## [TASK DETAILS]
Repeat the whole listing word for word, skipping pictures.

+++++

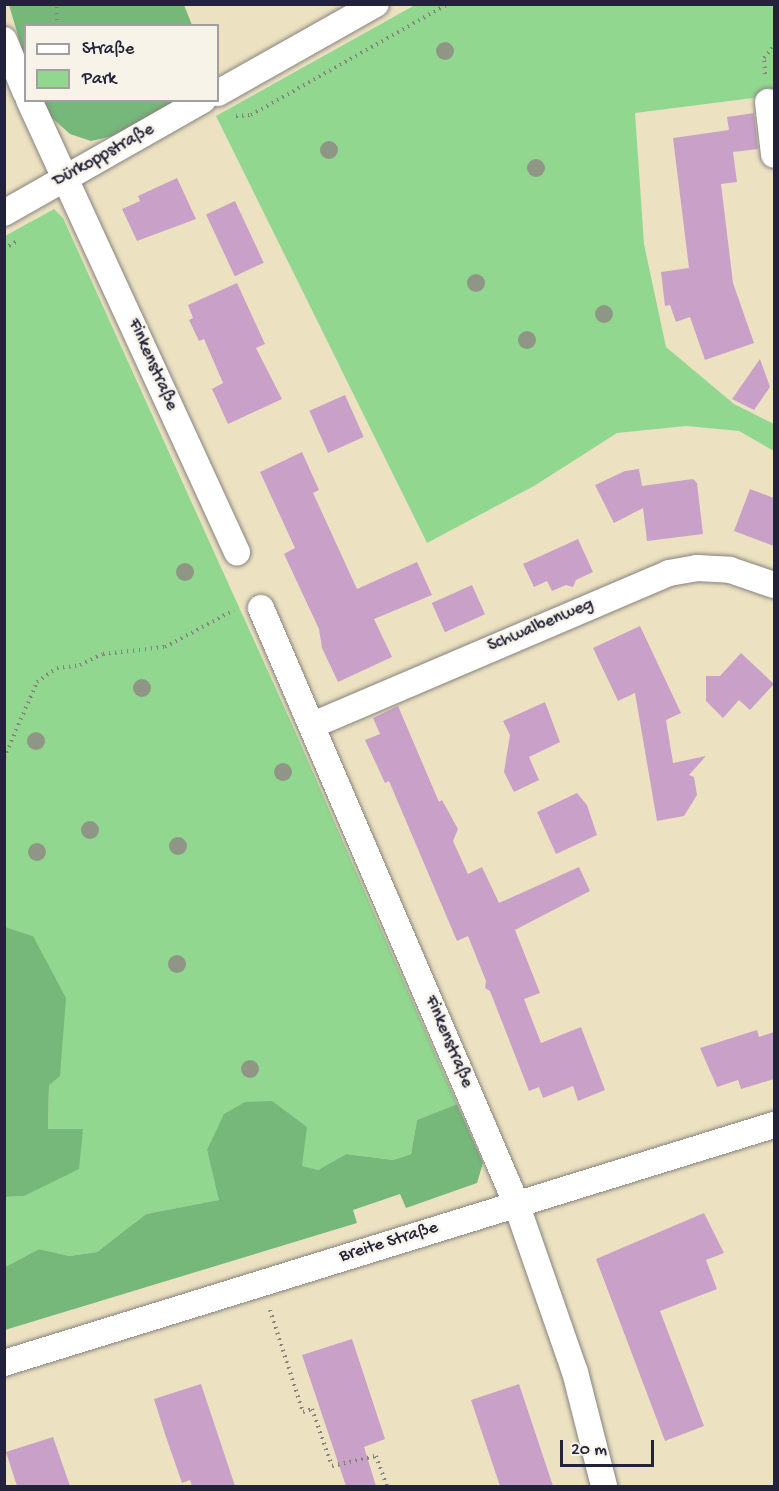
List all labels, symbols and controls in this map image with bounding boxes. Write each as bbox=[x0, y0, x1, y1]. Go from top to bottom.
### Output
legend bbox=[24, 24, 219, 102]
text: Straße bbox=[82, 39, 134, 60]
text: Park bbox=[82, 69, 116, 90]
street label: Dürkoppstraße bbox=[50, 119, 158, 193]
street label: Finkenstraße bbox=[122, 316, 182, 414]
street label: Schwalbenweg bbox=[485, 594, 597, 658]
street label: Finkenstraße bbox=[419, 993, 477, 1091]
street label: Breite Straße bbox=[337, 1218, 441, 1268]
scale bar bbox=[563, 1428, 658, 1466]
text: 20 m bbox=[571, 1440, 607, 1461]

+++++

## [ANSWER TO THIS EXERCISE]
List all labels, symbols and controls in this map image with bounding boxes. Write each as bbox=[x0, y0, x1, y1]. Go from top to bottom.
### Output
legend bbox=[24, 24, 219, 102]
text: Straße bbox=[82, 39, 134, 60]
text: Park bbox=[82, 69, 116, 90]
street label: Dürkoppstraße bbox=[50, 119, 158, 193]
street label: Finkenstraße bbox=[122, 316, 182, 414]
street label: Schwalbenweg bbox=[485, 594, 597, 658]
street label: Finkenstraße bbox=[419, 993, 477, 1091]
street label: Breite Straße bbox=[337, 1218, 441, 1268]
scale bar bbox=[563, 1428, 658, 1466]
text: 20 m bbox=[571, 1440, 607, 1461]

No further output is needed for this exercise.